Otros cuatro muchachos bajaron del barco y se acercaron a Henry y a Gösta, que ya los había alcanzado.

–¿Dónde están Inez y Rune? –dijo el chico del pelo negro. Los demás guardaban silencio detrás de él, como a la expectativa. Estaba claro quién era el jefe.

–Eso mismo nos preguntábamos nosotros –dijo Gösta–. Alguien ha llamado a la Policía diciendo que aquí había pasado algo, y cuando hemos llegado, nos hemos encontrado a la niña sola en la casa.

El chico lo miró asombrado.

–¿Estaba Ebba sola?

Así que la pequeña se llamaba Ebba, pensó Gösta. Aquella niña cuyo corazoncito latía aceleradamente contra su pecho.

–¿Sois los muchachos de Rune? –preguntó Henry con tono autoritario, pero el chico no estaba dispuesto a dejarse amedrentar. Miró tranquilamente al policía y respondió educadamente:

–Somos alumnos del internado. Estamos pasando aquí estas vacaciones.

–¿Dónde habéis estado? –preguntó Gösta con el ceño fruncido.

–Salimos con el barco esta mañana. La familia iba a celebrar el sábado de Pascua y no estábamos invitados. Así que nos fuimos a pescar para «forjarnos el carácter».

–¿Ha habido buena pesca? –El tono de Henry dejaba traslucir claramente que no se fiaba de las palabras del chico.

–Una banasta llena –dijo el chico señalando el barco.

Gösta miró en la dirección que señalaba y vio el cerco de redes para pescar caballa que estaba anclado a la popa del barco.

–Tendréis que venir con nosotros a la comisaría hasta que hayamos aclarado todo esto –dijo Henry, y se adelantó hacia el bote.

–¿No podemos lavarnos antes? Estamos sucios y apestamos a pescado –dijo uno de los otros muchachos, con el miedo en la cara.

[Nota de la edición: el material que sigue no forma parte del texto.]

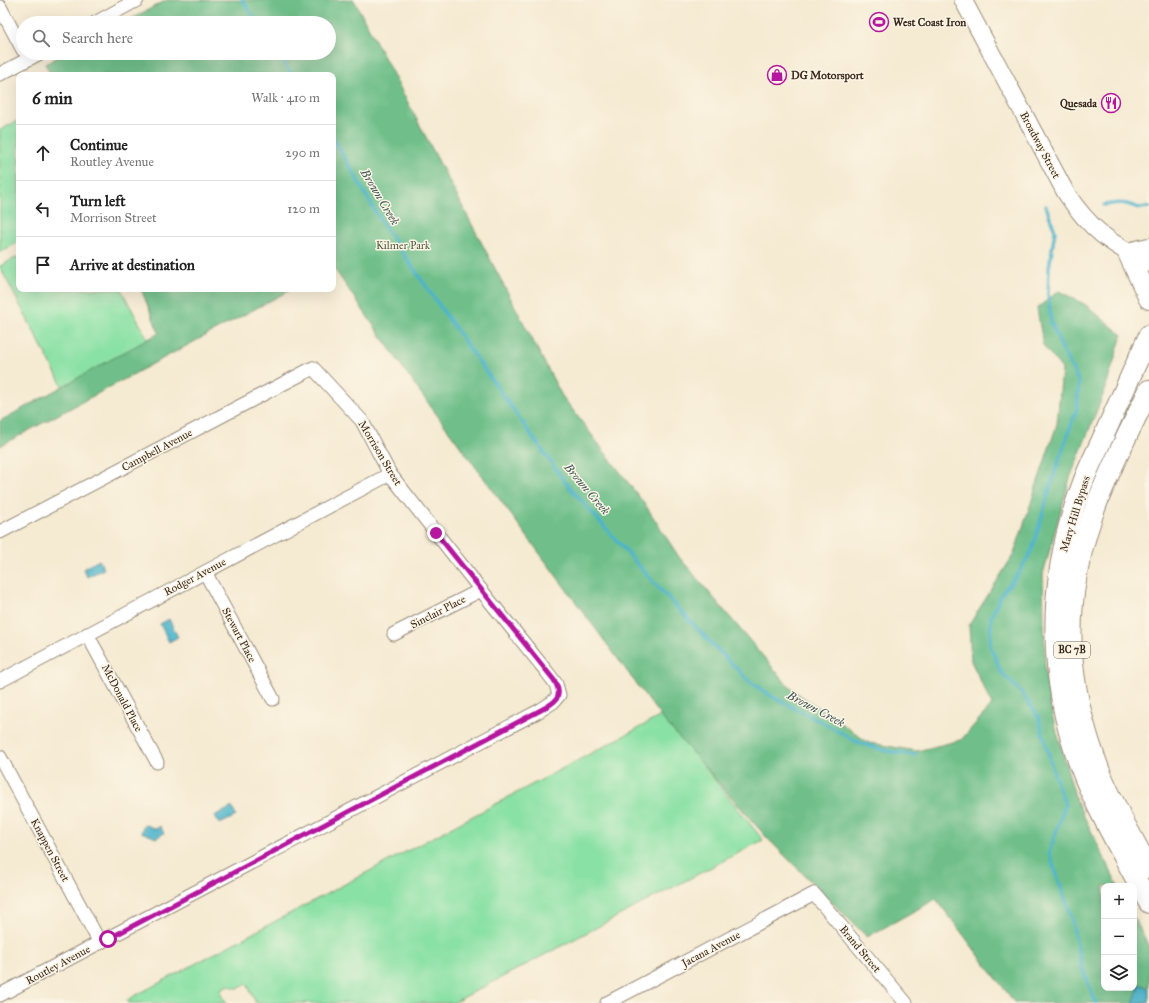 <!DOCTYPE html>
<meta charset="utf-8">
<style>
body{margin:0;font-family:"IM FELL Great Primer",serif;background:#f2f2f2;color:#222}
.controls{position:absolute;right:12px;bottom:12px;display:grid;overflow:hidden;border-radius:8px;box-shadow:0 4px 16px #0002}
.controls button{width:36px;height:36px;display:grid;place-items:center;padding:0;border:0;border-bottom:1px solid #e0e0e0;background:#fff;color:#222;font:20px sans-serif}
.stop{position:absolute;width:12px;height:12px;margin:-9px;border:3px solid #b5179e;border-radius:50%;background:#fff}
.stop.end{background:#b5179e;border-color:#fff;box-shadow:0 1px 4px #0008}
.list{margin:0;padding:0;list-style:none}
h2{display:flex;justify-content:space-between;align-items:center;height:52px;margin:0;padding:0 16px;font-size:17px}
h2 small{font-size:13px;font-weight:400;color:#767676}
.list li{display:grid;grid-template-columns:26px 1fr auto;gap:12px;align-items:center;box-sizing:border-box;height:56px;padding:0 16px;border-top:1px solid #e0e0e0}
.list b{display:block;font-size:15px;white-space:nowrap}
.list p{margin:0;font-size:13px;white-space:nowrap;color:#767676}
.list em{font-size:13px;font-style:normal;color:#767676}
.icon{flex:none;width:22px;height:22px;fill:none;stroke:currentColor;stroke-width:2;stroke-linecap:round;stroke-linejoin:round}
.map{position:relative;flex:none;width:1149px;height:1003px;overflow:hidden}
.search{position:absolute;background:#fff;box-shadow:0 4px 16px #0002;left:16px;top:16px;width:320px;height:44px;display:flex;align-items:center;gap:10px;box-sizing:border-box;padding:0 14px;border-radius:22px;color:#767676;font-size:15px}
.panel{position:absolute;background:#fff;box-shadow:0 4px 16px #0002;left:16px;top:72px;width:320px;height:220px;border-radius:8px}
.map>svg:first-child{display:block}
.green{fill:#8ae1a5;stroke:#628662}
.forest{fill:#6fbf8a;stroke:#557454}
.water{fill:#4db4cb;stroke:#446f74}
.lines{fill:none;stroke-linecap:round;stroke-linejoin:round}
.stream{stroke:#4db4cb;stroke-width:3.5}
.minor-casing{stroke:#988a78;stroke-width:15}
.major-casing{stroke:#988a78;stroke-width:19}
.highway-casing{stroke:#988a78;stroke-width:22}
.minor{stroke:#fff;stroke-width:13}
.major{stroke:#fff;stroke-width:17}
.highway{stroke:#fff;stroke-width:20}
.route{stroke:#b5179e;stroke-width:5}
.labels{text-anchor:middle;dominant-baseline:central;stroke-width:3;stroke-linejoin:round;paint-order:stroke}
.shield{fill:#fcf5e5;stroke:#75675a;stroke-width:1}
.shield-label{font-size:10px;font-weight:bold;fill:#3b2a1e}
.poi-label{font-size:11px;font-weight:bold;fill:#3b2a1e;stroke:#fcf5e5;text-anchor:start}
.street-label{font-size:11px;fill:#3b2a1e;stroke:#fcf5e5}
.park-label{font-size:11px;fill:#4f5840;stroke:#fcf5e5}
.water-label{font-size:12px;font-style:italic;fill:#415a5b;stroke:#fcf5e5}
</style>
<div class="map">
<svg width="1149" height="1003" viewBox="0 0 1149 1003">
<rect width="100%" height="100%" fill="#fcf5e5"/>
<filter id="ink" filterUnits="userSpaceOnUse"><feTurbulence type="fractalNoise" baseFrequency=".025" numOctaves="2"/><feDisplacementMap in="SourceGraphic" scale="8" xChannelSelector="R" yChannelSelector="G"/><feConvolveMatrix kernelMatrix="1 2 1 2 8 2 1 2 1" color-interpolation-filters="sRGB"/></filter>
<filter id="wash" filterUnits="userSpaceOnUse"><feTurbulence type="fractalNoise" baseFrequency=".012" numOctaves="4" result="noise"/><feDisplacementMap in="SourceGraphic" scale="16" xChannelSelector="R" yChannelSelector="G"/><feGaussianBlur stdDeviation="0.9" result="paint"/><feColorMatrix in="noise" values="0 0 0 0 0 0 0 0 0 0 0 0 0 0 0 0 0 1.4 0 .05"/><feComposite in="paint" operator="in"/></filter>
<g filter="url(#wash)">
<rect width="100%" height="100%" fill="#f5ead2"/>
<g class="green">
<polygon points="19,120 19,242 0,252 0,130"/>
<polygon points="19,256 19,289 121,289 153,349 67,395 0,267 0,266"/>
<path d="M663 715 763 840 453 1003H256L247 984C241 988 236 990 229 985L222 988 221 991 222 996 227 1003H129L127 1000Z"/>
</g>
<g class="forest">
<polygon points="167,0 354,0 562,396 646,506 679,557 790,688 869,743 917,751 961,740 992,705 971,661 969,625 1014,554 1057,424 1062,369 1043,345 1037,308 1059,291 1086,305 1122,335 1105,390 1070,478 1043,574 1045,670 1051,711 1076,800 1118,886 1104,886 1104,988 1134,988 1134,917 1149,947 1149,1003 1015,1003 936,899 867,937 768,839 661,717 417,388 333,267 333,75 51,75 45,64 66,53 329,53 329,23 123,23"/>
<polygon points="141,289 292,289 0,446 0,421 159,333"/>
</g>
<g class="water">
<polygon points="99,560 104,569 87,577 83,569"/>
<polygon points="169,619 178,637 169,642 160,624"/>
<polygon points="232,807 236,816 220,824 215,816"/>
<polygon points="144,824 156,829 160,826 164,833 156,838 141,832"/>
<polygon points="1140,984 1148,988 1149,1003 1133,1003"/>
</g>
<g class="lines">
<g class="stream">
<polyline points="242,0 258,23"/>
<polyline points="278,53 292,75"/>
<polyline points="333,137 382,223 469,348 565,482 656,585 707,639 749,681 771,696 829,726 857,742 886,751 916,755"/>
<path d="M1104 205C1111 204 1119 202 1127 204 1138 207 1136 209 1149 207"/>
<polyline points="1046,206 1055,231 1049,268 1048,294 1051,322 1063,351 1079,382 1077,408 1053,478 1032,550 1019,573 1002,593 991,617 990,645 1001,672 1021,692 1038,716 1054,774 1065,805 1049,853 1070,913 1082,968 1096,1003"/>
</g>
</g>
</g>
<g filter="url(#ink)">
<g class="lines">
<g class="minor-casing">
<g id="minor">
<polyline points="0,7 23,50"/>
<polyline points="95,23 137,0"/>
<polyline points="0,74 40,53"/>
<polyline points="0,532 313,368 362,421 390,474 481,590 547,672 556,684 559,695 553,702 539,711 0,995"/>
<polyline points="205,572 273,699"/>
<polyline points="87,634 157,762"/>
<polyline points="394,634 481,590"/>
<polyline points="0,681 390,474"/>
<polyline points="0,757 100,943"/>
<polyline points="607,1003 814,894 906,1003"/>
</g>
</g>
<g class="major-casing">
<path id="major" d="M963 0 1066 193C1089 228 1111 245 1149 263"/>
</g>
<g class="highway-casing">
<g id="highway">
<polyline points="1149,248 1128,253 1149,299"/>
<path d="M1149 335C1134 368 1119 401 1104 435 1097 451 1088 468 1082 485 1046 579 1046 685 1085 779 1103 822 1127 862 1149 903"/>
<path d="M1149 390C1130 431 1107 473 1092 517 1061 607 1066 685 1101 774 1114 806 1132 837 1149 868"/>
</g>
</g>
<use href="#minor" class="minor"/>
<use href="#major" class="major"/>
<use href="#highway" class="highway"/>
</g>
</g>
<g class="lines" filter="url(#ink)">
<path class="route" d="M108 939 539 711C554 703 565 698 554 680L436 533"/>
</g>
<defs>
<g id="stadium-ring" transform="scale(1)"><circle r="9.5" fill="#fcf5e5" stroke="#b5179e" stroke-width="1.5"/><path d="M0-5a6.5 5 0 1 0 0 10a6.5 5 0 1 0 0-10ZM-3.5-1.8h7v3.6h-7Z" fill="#b5179e"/></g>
<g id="shop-ring" transform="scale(1)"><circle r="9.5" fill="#fcf5e5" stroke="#b5179e" stroke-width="1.5"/><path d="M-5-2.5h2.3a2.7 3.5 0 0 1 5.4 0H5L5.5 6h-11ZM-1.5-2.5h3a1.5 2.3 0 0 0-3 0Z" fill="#b5179e"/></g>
<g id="restaurant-ring" transform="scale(1)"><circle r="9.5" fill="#fcf5e5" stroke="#b5179e" stroke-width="1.5"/><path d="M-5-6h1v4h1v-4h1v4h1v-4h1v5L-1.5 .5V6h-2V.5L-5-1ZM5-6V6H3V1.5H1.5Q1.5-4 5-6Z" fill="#b5179e"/></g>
</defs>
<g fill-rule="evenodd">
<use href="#stadium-ring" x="879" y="22"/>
<use href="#shop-ring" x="777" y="75"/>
<use href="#restaurant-ring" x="1111" y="103"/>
</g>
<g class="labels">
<rect class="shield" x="1054" y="642" width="36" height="16" rx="3"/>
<g class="shield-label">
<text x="1072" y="650">BC 7B</text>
</g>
<g class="poi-label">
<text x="893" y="22">West Coast Iron</text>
<text x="791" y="75">DG Motorsport</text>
<text x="1097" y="103" text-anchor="end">Quesada</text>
</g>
<g class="street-label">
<text transform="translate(1040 145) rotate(62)">Broadway Street</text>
<text transform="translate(157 450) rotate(-28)">Campbell Avenue</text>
<text transform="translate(380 453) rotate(59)">Morrison Street</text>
<text transform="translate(1075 514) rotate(-73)">Mary Hill Bypass</text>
<text transform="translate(195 577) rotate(-28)">Rodger Avenue</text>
<text transform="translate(438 612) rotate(-27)">Sinclair Place</text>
<text transform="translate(239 635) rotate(62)">Stewart Place</text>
<text transform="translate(122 698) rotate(62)">McDonald Place</text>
<text transform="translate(50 850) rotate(62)">Knappen Street</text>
<text transform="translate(711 949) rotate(-28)">Jacana Avenue</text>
<text transform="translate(860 949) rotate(50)">Brand Street</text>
<text transform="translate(58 965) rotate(-28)">Routley Avenue</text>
</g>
<g class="park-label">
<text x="403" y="245">Kilmer Park</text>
</g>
<g class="water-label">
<text transform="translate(380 197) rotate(59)">Brown Creek</text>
<text transform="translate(587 489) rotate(50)">Brown Creek</text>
<text transform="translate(816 709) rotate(28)">Brown Creek</text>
</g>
</g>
</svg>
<div class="controls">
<button>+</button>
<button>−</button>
<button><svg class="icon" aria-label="layers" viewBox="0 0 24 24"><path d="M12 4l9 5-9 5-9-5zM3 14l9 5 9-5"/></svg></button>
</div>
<div class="stop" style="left:108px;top:939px"></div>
<div class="stop end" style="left:436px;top:533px"></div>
<div class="search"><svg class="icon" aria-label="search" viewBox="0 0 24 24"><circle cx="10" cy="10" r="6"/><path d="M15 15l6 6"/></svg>Search here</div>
<section class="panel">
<h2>6 min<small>Walk · 410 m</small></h2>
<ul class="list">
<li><svg class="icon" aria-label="ahead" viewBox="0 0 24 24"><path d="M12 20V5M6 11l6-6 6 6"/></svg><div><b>Continue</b><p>Routley Avenue</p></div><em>290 m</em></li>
<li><svg class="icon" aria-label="left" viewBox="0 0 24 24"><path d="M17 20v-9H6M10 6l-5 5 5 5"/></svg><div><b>Turn left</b><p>Morrison Street</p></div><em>120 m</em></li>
<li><svg class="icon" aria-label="arrive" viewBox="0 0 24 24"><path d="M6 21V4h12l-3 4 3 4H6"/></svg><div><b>Arrive at destination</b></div></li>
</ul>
</section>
</div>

–Vamos a hacer lo que dicen los agentes –le soltó el jefecillo–. Por supuesto que iremos. Perdón si hemos sido desagradables. Es que nos hemos preocupado al ver a un par de desconocidos con Ebba. Me llamo Leon Kreutz. –Le dio la mano a Gösta.

Henry ya estaba esperándolos a bordo. Gösta bajó después de los chicos, con Ebba en brazos. Echó una última ojeada a la casa. ¿Dónde demonios estaría la familia? ¿Qué habría pasado?

Gösta volvió al presente. Los recuerdos eran tan vívidos que casi creyó sentir el calor de la niña en el regazo. Se irguió en la silla y eligió una foto del montón. La habían hecho en la comisaría, aquel sábado de Pascua, y en ella se veía a los cinco muchachos: Leon Kreutz, Sebastian Månsson, John Holm, Percy von Bahrn y Josef Meyer. Tenían el pelo revuelto, la ropa sucia y la expresión huraña. Todos, excepto Leon. Él sonreía alegre a la cámara, y parecía mayor de los dieciséis años que tenía. Era un chico bien parecido, más que guapo, pensó Gösta al contemplar la vieja fotografía. Entonces no reparó en ello. Siguió hojeando el material de la investigación. Leon Kreutz. ¿Qué habría sido de él en la vida? Gösta anotó unas líneas en el cuaderno. De los cinco chicos, Leon era aquel del que guardaba un recuerdo más nítido. No sería mala idea empezar por él.